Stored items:

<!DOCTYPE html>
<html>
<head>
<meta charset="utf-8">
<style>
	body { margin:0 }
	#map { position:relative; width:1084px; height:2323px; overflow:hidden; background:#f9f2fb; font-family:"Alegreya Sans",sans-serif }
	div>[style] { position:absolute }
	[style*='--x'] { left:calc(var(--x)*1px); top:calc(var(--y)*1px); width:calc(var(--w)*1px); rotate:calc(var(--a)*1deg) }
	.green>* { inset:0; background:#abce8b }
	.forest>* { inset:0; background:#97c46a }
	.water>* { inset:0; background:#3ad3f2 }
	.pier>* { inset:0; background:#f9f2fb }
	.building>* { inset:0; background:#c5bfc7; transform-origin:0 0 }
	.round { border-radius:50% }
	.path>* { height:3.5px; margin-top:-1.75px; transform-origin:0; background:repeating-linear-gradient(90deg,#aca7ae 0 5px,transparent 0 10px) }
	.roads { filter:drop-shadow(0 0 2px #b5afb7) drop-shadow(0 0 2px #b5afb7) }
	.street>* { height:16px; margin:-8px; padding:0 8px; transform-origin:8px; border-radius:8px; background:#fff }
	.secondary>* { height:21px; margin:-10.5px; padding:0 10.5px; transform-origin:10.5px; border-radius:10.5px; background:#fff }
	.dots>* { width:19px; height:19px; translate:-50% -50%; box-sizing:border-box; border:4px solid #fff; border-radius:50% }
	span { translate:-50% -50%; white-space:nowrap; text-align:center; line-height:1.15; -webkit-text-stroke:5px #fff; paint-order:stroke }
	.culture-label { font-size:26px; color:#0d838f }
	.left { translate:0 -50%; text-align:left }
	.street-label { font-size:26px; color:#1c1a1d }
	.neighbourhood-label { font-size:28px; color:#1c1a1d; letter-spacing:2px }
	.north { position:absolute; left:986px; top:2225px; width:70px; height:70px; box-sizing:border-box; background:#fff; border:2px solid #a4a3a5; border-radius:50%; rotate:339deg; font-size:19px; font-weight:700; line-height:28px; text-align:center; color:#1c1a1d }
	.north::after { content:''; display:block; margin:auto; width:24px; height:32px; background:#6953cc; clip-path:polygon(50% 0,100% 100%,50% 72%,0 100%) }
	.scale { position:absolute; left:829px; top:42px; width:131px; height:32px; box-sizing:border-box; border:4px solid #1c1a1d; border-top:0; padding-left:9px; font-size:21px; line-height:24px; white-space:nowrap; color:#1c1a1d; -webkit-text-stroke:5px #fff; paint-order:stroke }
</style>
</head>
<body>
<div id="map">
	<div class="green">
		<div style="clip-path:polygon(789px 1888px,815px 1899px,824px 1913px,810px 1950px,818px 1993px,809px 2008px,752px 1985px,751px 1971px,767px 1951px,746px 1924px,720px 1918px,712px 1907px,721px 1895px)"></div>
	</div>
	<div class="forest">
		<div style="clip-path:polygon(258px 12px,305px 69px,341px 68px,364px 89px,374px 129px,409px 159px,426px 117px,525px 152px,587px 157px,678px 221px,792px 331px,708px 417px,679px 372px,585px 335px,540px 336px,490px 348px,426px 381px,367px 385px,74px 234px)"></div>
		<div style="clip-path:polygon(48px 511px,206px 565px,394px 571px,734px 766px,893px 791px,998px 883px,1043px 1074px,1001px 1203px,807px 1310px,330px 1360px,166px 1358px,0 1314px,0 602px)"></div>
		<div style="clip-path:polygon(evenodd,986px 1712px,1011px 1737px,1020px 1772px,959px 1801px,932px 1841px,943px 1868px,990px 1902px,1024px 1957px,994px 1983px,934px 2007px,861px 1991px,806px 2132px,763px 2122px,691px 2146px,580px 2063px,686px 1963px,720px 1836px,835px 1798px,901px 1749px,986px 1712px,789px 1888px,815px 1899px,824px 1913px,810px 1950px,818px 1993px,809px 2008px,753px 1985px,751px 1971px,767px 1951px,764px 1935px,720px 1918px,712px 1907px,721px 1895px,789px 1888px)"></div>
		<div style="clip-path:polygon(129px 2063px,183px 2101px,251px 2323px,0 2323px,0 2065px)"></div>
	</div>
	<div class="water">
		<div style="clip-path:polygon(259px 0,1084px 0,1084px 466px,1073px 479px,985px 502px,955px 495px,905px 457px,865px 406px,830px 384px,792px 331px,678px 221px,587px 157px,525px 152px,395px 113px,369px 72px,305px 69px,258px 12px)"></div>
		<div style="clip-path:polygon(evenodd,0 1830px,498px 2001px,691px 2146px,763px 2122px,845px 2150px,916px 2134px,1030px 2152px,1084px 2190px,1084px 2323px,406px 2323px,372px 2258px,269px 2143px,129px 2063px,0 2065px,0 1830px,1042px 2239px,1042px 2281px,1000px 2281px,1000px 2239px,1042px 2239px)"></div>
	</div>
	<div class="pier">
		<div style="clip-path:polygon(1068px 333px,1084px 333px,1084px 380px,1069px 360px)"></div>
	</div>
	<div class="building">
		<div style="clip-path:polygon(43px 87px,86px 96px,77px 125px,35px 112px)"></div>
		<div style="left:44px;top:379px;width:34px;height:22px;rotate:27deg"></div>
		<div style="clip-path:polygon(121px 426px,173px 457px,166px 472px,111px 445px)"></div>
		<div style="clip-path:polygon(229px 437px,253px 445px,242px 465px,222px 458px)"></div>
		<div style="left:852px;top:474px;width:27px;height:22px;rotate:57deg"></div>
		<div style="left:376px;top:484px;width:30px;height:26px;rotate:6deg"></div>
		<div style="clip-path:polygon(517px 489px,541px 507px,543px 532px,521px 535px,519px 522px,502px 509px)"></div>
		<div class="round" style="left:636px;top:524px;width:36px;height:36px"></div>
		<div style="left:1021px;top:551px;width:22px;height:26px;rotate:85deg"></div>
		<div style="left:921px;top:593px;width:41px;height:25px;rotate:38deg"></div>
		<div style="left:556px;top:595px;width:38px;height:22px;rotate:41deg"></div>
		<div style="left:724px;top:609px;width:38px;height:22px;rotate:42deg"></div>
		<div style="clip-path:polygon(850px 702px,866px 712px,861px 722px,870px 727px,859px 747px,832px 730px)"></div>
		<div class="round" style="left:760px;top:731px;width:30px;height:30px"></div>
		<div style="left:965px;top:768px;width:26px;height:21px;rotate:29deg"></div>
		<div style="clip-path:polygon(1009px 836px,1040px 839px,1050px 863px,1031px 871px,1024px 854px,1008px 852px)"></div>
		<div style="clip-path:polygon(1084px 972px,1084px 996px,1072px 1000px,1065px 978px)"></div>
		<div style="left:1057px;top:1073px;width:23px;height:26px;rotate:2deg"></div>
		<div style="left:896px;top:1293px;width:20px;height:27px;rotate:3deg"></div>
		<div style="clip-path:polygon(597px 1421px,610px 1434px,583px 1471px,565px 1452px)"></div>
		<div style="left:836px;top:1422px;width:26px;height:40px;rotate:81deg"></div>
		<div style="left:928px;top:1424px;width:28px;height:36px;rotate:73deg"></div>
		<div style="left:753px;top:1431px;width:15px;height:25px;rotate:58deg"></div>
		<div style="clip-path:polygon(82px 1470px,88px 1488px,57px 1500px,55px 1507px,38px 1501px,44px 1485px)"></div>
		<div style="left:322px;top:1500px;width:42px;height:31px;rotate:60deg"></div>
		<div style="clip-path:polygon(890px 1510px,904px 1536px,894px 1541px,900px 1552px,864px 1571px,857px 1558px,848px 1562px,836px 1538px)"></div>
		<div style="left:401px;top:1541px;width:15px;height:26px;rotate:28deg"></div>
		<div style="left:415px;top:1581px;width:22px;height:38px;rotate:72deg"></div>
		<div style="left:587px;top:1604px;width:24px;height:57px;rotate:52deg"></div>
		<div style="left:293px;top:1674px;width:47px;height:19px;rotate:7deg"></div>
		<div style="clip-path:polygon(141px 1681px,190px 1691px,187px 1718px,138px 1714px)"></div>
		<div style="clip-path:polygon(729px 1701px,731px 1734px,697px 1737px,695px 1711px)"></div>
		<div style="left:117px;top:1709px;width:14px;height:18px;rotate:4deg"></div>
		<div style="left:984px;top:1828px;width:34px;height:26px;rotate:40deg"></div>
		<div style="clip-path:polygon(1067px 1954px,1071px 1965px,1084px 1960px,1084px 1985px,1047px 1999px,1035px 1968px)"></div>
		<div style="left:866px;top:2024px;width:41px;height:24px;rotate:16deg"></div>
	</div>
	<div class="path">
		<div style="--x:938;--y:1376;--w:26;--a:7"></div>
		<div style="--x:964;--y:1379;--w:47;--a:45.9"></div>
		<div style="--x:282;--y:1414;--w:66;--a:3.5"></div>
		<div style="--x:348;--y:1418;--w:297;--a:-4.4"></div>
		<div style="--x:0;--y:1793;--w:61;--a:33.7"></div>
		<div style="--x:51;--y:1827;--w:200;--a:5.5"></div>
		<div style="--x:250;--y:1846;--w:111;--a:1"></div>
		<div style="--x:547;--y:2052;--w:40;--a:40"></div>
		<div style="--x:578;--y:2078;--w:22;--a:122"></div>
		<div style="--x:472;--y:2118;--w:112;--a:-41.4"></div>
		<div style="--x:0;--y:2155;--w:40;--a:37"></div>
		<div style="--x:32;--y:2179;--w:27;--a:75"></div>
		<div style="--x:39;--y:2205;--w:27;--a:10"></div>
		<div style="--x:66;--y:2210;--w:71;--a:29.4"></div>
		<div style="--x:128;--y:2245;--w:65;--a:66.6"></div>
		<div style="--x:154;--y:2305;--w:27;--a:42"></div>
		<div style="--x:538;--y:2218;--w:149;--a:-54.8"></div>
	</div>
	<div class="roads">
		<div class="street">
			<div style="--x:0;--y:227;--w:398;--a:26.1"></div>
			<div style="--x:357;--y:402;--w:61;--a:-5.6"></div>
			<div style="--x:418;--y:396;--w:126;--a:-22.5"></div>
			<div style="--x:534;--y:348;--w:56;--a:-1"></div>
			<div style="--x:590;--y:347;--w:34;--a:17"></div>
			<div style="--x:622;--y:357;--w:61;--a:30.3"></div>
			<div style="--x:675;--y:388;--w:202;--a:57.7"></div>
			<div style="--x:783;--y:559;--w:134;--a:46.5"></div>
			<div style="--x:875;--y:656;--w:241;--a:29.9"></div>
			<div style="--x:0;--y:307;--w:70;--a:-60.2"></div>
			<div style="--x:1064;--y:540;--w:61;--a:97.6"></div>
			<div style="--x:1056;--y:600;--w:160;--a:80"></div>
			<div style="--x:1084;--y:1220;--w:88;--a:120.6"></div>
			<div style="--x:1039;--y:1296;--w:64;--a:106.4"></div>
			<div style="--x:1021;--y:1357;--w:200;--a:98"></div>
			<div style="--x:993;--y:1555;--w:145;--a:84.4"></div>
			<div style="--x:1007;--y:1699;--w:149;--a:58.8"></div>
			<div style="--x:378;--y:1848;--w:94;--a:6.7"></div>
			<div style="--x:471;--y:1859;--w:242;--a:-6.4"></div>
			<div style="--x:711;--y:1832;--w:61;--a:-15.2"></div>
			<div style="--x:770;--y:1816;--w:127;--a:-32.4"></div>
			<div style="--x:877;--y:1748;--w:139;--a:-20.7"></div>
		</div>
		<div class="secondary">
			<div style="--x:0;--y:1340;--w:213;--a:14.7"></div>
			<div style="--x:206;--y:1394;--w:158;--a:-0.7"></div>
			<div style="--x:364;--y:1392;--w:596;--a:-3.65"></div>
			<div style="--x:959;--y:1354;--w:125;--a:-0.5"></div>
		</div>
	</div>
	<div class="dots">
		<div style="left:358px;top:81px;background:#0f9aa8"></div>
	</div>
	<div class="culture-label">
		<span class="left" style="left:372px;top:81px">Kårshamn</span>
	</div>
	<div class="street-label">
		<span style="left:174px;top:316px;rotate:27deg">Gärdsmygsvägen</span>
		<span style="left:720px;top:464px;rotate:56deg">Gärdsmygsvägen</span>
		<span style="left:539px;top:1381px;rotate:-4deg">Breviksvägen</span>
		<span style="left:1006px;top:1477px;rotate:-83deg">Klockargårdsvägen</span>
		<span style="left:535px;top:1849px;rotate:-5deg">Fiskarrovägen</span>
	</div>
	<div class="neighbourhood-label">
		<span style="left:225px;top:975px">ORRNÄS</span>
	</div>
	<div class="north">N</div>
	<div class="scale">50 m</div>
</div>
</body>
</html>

Work required: Where the data above reaches the line holding "filter:drop-shadow(0 0 2px", begin printing, and stop after the line holding "position:absolute; left:986px; top:2225px;". Each line must be reproduced exactly, with nothing else added.

Exercise output:
	.roads { filter:drop-shadow(0 0 2px #b5afb7) drop-shadow(0 0 2px #b5afb7) }
	.street>* { height:16px; margin:-8px; padding:0 8px; transform-origin:8px; border-radius:8px; background:#fff }
	.secondary>* { height:21px; margin:-10.5px; padding:0 10.5px; transform-origin:10.5px; border-radius:10.5px; background:#fff }
	.dots>* { width:19px; height:19px; translate:-50% -50%; box-sizing:border-box; border:4px solid #fff; border-radius:50% }
	span { translate:-50% -50%; white-space:nowrap; text-align:center; line-height:1.15; -webkit-text-stroke:5px #fff; paint-order:stroke }
	.culture-label { font-size:26px; color:#0d838f }
	.left { translate:0 -50%; text-align:left }
	.street-label { font-size:26px; color:#1c1a1d }
	.neighbourhood-label { font-size:28px; color:#1c1a1d; letter-spacing:2px }
	.north { position:absolute; left:986px; top:2225px; width:70px; height:70px; box-sizing:border-box; background:#fff; border:2px solid #a4a3a5; border-radius:50%; rotate:339deg; font-size:19px; font-weight:700; line-height:28px; text-align:center; color:#1c1a1d }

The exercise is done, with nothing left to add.